Re: hanging for 30sec when checkpointing

From: "scott(dot)marlowe" <scott(dot)marlowe(at)ihs(dot)com>
To: Peter Galbavy <peter(dot)galbavy(at)knowtion(dot)net>
Cc: Iain <iain(at)mst(dot)co(dot)jp>, Shane Wright <me(at)shanewright(dot)co(dot)uk>, <pgsql-admin(at)postgresql(dot)org>
Subject: Re: hanging for 30sec when checkpointing
Date: 2004-02-11 15:56:28
Message-ID: Pine.LNX.4.33.0402110849320.32376-100000@css120.ihs.com
Views: Raw Message | Whole Thread | Download mbox | Resend email
Thread:
Lists: pgsql-admin

On Wed, 11 Feb 2004, Peter Galbavy wrote:

> scott.marlowe wrote:
> > Oh, spreading misinformation isn't lying? You live in a different
> > world than I do.
>
> Again, I apologise if you took my comment so strongly. I can understand when
> something that someone works on so hard is critisised. OTOH however, your
> original post that I replied to, was very presumptive and over generalised.
> If you say 100% of all IDE drives with write caches from 100% of
> manufacturers are broken, then I simply do not believe you.

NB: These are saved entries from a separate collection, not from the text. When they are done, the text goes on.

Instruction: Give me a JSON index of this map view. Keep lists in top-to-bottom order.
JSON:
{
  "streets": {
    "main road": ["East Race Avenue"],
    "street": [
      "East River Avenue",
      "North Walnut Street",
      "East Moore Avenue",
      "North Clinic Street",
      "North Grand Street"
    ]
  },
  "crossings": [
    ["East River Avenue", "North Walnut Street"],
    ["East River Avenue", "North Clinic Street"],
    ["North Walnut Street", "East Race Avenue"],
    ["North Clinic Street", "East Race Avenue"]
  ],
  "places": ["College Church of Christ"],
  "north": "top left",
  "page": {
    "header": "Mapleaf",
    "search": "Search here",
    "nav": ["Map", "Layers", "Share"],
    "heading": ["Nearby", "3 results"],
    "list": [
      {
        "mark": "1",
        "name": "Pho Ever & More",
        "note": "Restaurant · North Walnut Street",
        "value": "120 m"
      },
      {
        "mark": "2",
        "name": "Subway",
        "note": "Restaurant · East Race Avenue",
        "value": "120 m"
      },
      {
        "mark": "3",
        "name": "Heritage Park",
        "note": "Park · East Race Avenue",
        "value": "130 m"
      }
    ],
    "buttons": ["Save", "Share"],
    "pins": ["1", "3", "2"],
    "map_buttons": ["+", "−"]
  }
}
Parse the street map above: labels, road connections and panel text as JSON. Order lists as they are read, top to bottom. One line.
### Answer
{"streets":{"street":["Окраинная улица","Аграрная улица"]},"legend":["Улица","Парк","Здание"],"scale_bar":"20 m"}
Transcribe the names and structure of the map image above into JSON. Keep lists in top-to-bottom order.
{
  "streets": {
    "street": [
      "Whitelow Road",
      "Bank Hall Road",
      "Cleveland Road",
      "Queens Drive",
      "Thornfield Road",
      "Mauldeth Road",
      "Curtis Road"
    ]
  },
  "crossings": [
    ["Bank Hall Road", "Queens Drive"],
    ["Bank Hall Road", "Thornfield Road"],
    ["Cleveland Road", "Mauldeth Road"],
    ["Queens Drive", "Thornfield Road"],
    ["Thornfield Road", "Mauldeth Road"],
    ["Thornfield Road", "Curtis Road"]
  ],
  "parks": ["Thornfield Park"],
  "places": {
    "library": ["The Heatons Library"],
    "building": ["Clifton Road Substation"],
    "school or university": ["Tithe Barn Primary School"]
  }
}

Find me one that doesn't lie. No one I know has found one yet. And we've
looked around. I'd guess though, that with the current state of IDE
drivers in the two common free unixes / clones, that if fsync was obeyed,
the throughput on writes would drop quite a bit, since those drivers are
pretty much one thing at a time oriented.

Your beliefs won't change the fact that no one has shown a single IDE
drive that doesn't lie. The fact that no one has shown a drive that
doesn't lie doesn't prove they all do either. But until I see one that
behaves properly, I'll err on the side of caution, and assume they all do.

And the above paragraph reads like part of the SQL 92 spec... :-)

> > Last year, I and several others on the pgsql lists ran a series of
> > tests to determine which drive subsystems could survive power off
> > tests. We ran the tests by initiating dozens or hundreds of
> > simultaneous transactions against a postgresql machine, then pulling
> > the plug in the middle.
>
> Thanks for that and the subsequent detail. What is still missing for me is
> the simple question; "What OSes were tested ?" and more specifically was the
> OS driver code compared for the SCSI and IDE subsystems ? It is highly
> possible and probable that underlying OS drivers for IDE and SCSI were
> written by different people and different attention to following standards
> documentation.

I tested linux, someone else tested on BSD. I do not know if any other
flavors of Unix were tested. It's in the archives, so you can search them
if you want to see.

We looked into it fairly closely, and if you read the comments in the IDE
code for both the BSD kernel and Linux kernel, you will see comments to
the fact that IDE drives basically all lie about fsync. And stuff about
how to get the manufacturers to make drives that don't.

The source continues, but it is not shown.